▶ [Task description]:
The whole listing below should be output again, word for word.

▶ [Study material]:
----------------
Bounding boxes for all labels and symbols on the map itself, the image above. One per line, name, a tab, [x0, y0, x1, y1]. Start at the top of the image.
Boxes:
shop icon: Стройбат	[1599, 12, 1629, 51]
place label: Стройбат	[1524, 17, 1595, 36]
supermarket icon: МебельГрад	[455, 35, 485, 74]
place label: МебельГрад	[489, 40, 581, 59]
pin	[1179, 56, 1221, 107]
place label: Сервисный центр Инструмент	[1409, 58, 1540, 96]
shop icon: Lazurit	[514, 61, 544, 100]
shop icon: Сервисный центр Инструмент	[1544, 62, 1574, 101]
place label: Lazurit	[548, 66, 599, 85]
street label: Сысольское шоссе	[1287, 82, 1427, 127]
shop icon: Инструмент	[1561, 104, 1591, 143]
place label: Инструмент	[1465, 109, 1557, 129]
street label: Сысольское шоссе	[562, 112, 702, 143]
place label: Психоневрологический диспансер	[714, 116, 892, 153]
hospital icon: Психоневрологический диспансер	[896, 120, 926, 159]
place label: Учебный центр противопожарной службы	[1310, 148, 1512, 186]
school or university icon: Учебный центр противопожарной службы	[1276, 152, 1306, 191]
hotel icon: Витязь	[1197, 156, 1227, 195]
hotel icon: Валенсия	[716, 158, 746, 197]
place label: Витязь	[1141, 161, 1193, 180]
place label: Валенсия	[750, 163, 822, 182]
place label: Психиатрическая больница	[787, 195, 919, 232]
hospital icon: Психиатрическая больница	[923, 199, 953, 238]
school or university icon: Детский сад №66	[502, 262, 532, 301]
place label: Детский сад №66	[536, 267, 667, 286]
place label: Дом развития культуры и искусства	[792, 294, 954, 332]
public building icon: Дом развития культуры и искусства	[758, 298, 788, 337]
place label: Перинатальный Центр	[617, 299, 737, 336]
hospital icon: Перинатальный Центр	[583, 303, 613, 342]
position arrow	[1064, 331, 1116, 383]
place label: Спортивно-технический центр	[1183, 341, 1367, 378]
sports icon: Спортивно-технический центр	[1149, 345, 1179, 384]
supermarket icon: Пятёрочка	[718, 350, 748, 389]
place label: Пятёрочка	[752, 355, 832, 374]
----------------
▶ [Response box]:
Bounding boxes for all labels and symbols on the map itself, the image above. One per line, name, a tab, [x0, y0, x1, y1]. Start at the top of the image.
Boxes:
shop icon: Стройбат	[1599, 12, 1629, 51]
place label: Стройбат	[1524, 17, 1595, 36]
supermarket icon: МебельГрад	[455, 35, 485, 74]
place label: МебельГрад	[489, 40, 581, 59]
pin	[1179, 56, 1221, 107]
place label: Сервисный центр Инструмент	[1409, 58, 1540, 96]
shop icon: Lazurit	[514, 61, 544, 100]
shop icon: Сервисный центр Инструмент	[1544, 62, 1574, 101]
place label: Lazurit	[548, 66, 599, 85]
street label: Сысольское шоссе	[1287, 82, 1427, 127]
shop icon: Инструмент	[1561, 104, 1591, 143]
place label: Инструмент	[1465, 109, 1557, 129]
street label: Сысольское шоссе	[562, 112, 702, 143]
place label: Психоневрологический диспансер	[714, 116, 892, 153]
hospital icon: Психоневрологический диспансер	[896, 120, 926, 159]
place label: Учебный центр противопожарной службы	[1310, 148, 1512, 186]
school or university icon: Учебный центр противопожарной службы	[1276, 152, 1306, 191]
hotel icon: Витязь	[1197, 156, 1227, 195]
hotel icon: Валенсия	[716, 158, 746, 197]
place label: Витязь	[1141, 161, 1193, 180]
place label: Валенсия	[750, 163, 822, 182]
place label: Психиатрическая больница	[787, 195, 919, 232]
hospital icon: Психиатрическая больница	[923, 199, 953, 238]
school or university icon: Детский сад №66	[502, 262, 532, 301]
place label: Детский сад №66	[536, 267, 667, 286]
place label: Дом развития культуры и искусства	[792, 294, 954, 332]
public building icon: Дом развития культуры и искусства	[758, 298, 788, 337]
place label: Перинатальный Центр	[617, 299, 737, 336]
hospital icon: Перинатальный Центр	[583, 303, 613, 342]
position arrow	[1064, 331, 1116, 383]
place label: Спортивно-технический центр	[1183, 341, 1367, 378]
sports icon: Спортивно-технический центр	[1149, 345, 1179, 384]
supermarket icon: Пятёрочка	[718, 350, 748, 389]
place label: Пятёрочка	[752, 355, 832, 374]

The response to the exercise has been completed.